(Beginning of DATA BELOW)

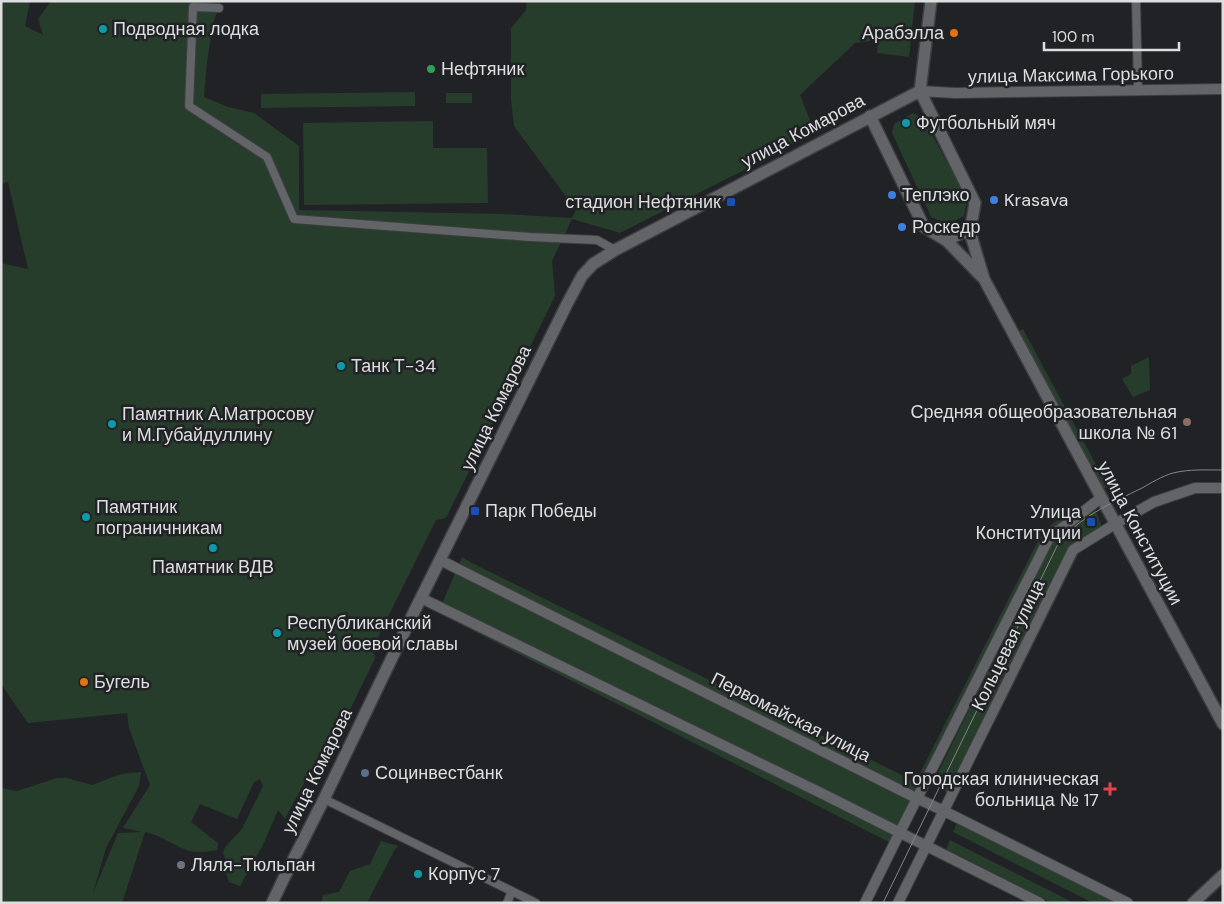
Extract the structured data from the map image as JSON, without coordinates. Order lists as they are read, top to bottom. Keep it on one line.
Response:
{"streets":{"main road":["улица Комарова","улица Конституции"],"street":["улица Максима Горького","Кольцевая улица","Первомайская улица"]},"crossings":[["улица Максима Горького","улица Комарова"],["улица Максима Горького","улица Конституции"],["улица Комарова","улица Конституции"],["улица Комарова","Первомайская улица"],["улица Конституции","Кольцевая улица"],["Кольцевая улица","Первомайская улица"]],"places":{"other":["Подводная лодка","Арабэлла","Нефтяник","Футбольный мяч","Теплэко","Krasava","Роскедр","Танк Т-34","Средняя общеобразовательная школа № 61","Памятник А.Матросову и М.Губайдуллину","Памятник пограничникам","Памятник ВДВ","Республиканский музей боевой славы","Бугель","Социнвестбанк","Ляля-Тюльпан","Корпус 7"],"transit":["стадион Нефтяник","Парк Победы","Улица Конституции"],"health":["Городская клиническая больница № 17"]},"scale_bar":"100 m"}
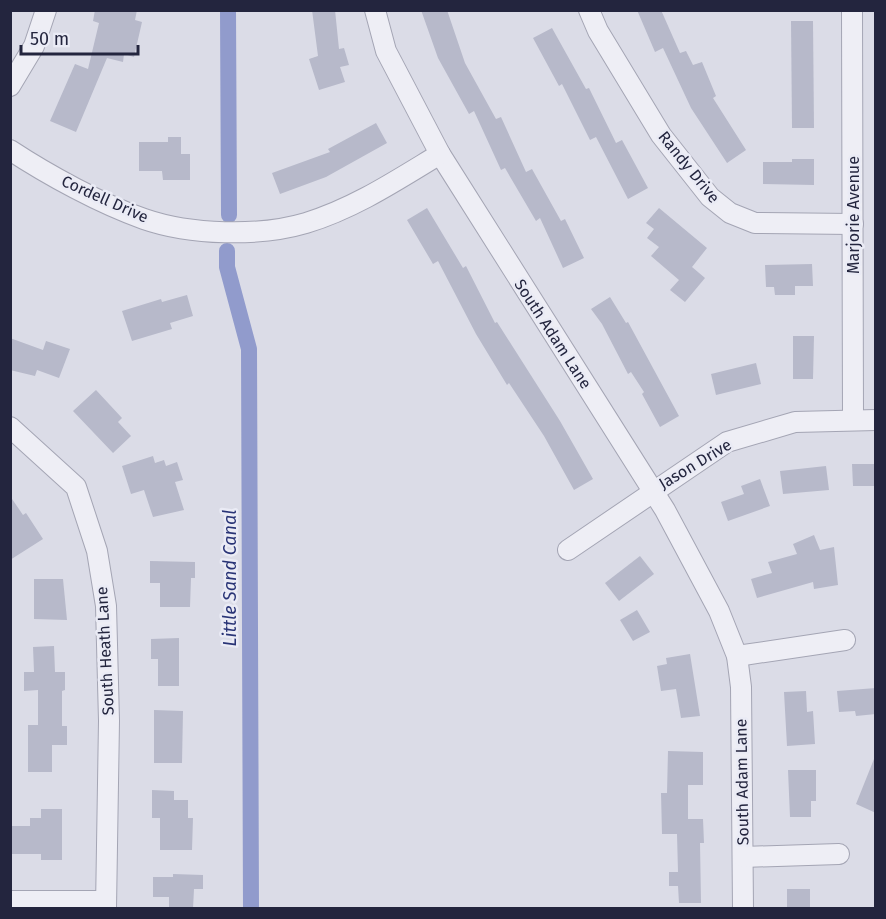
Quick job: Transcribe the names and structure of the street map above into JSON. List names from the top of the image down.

(End of DATA BELOW)

GOAL OF THE EXERCISE:
Scan the material above for the string "from". Return each line where it occurs.

EXERCISE ANSWER:
Extract the structured data from the map image as JSON, without coordinates. Order lists as they are read, top to bottom. Keep it on one line.
Quick job: Transcribe the names and structure of the street map above into JSON. List names from the top of the image down.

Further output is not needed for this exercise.